Holmehill House was built on the site around 1820 and was demolished in 1980.
Archaeology
In August 2007 local historian and archaeologist Bill Inglis wrote an article for the Dunlane Community News on the archaelogical significance of Holmehill. To read article click - Here
Ecology
Green spaces such as Holmehill are highlighted as has having an important role in sustaining and increasing biodiversity: see Scotland’s Biodiversity: it’s in Your Hands (Scottish Executive 2005). Many of the mature trees now present on the site are likely to have been planted as landscaping in the grounds of the mansion house built on Holmehill around 1820. Indeed formal landscaped grounds on the site appear to be present on the 1817 OS map of Dunblane. Tree species such as lime, beech and sweet chestnut are found flanking the main pathways through Holmehill, with further mature trees, mainly beech, but including native species such as oak, holly, yew, birch, elder, and ash scattered across the site.
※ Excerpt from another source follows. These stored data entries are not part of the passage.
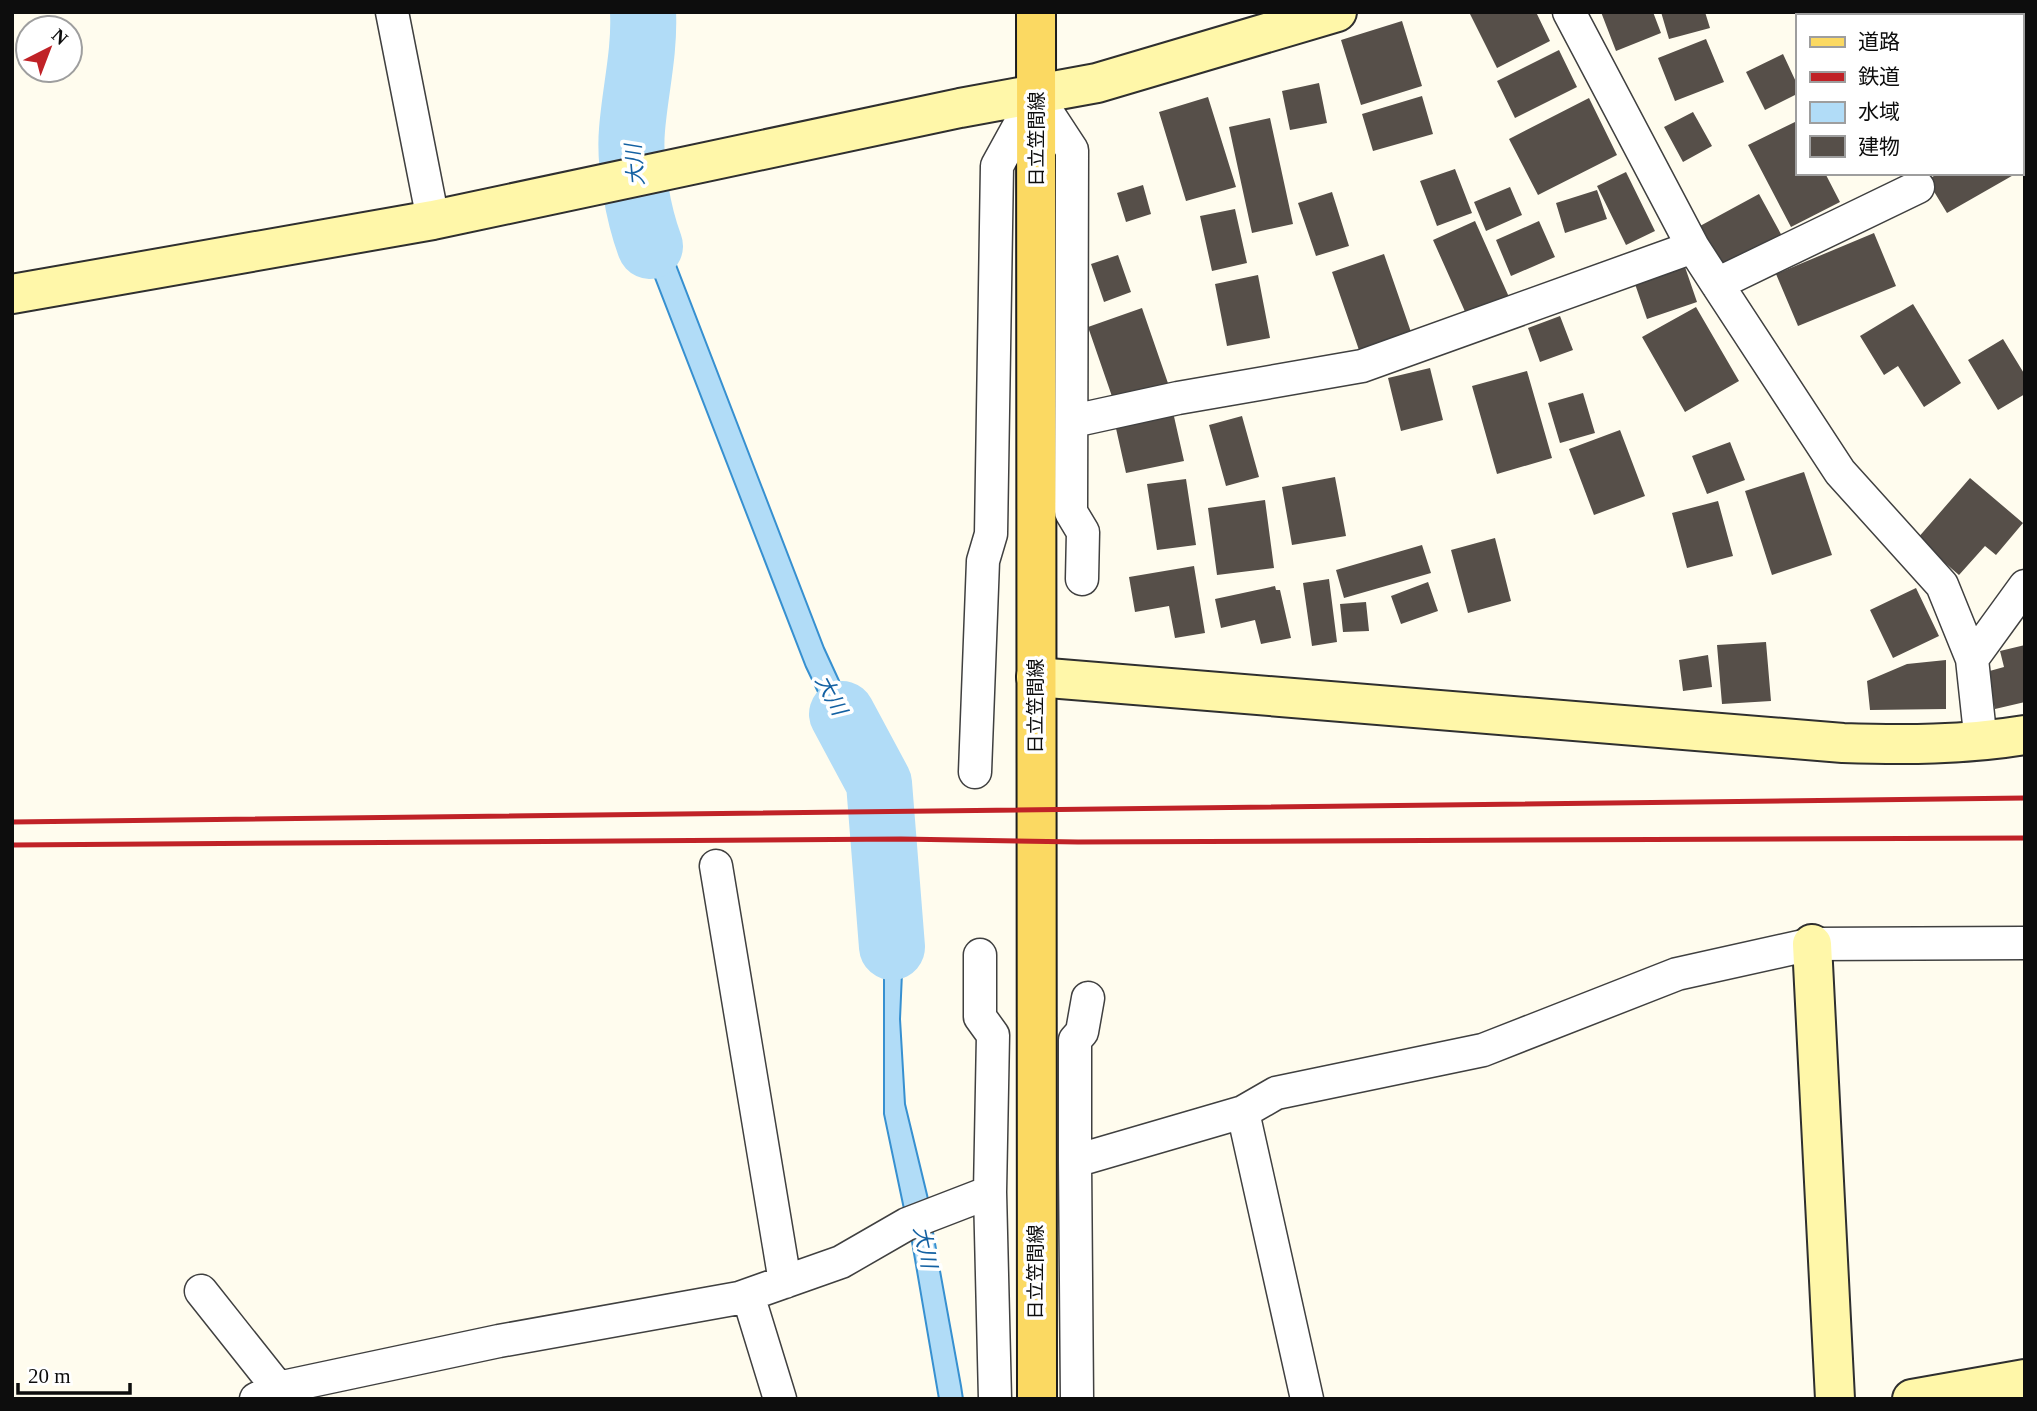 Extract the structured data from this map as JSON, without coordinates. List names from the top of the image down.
{
  "streets": {
    "main road": ["日立笠間線"]
  },
  "water": ["大川"],
  "legend": [
    "道路",
    "鉄道",
    "水域",
    "建物"
  ],
  "scale_bar": "20 m",
  "north": "top right"
}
The Perth Road meadow has a good covering of "pig nut" an indicator of ancient and undisturbed pasture. There is a profusion of insect life to sustain the wider animal population. With its canopy of mature trees, dense shrubbery in places and areas of grassland, Holmehill is inhabited by bats and supports a good variety of woodland and woodland margin birds, including species such as chiff chaff, willow warbler, wren, bluetit, owl, great spotted woodpecker and sparrowhawk. A conspicuous breeding species is the rook, and a fairly large, well-established rookery is located on the north-west corner of the site, adjacent to Ramoyle and the Braeport.
Use by the community
In the last few years, the land’s owners have had a poor record in relation to the management of Holmehill. This has included regularly dumping large volumes of refuse on the site, failing to maintain ancient walls in good order and destroying field drains through vehicle use. Despite the current lack of maintenance, the land is well used by the community for walking, as an inspiration for local artists, and for outdoor interests such as ornithology, composting and dowsing. In addition, the hill has been the venue for a variety of community events, including visits by children from the adjacent St Mary’s Primary School, local nurseries, playgroups, and Brownies, guided walks by a local naturalist, a resource for St Blane study days and poetry weekends run in the adjacent Scottish Churches House, art and photography workshops, and children’s Halloween activities run by local storytellers and artists. The congregation of Dunblane Cathedral also uses the hill in part of its Easter celebrations.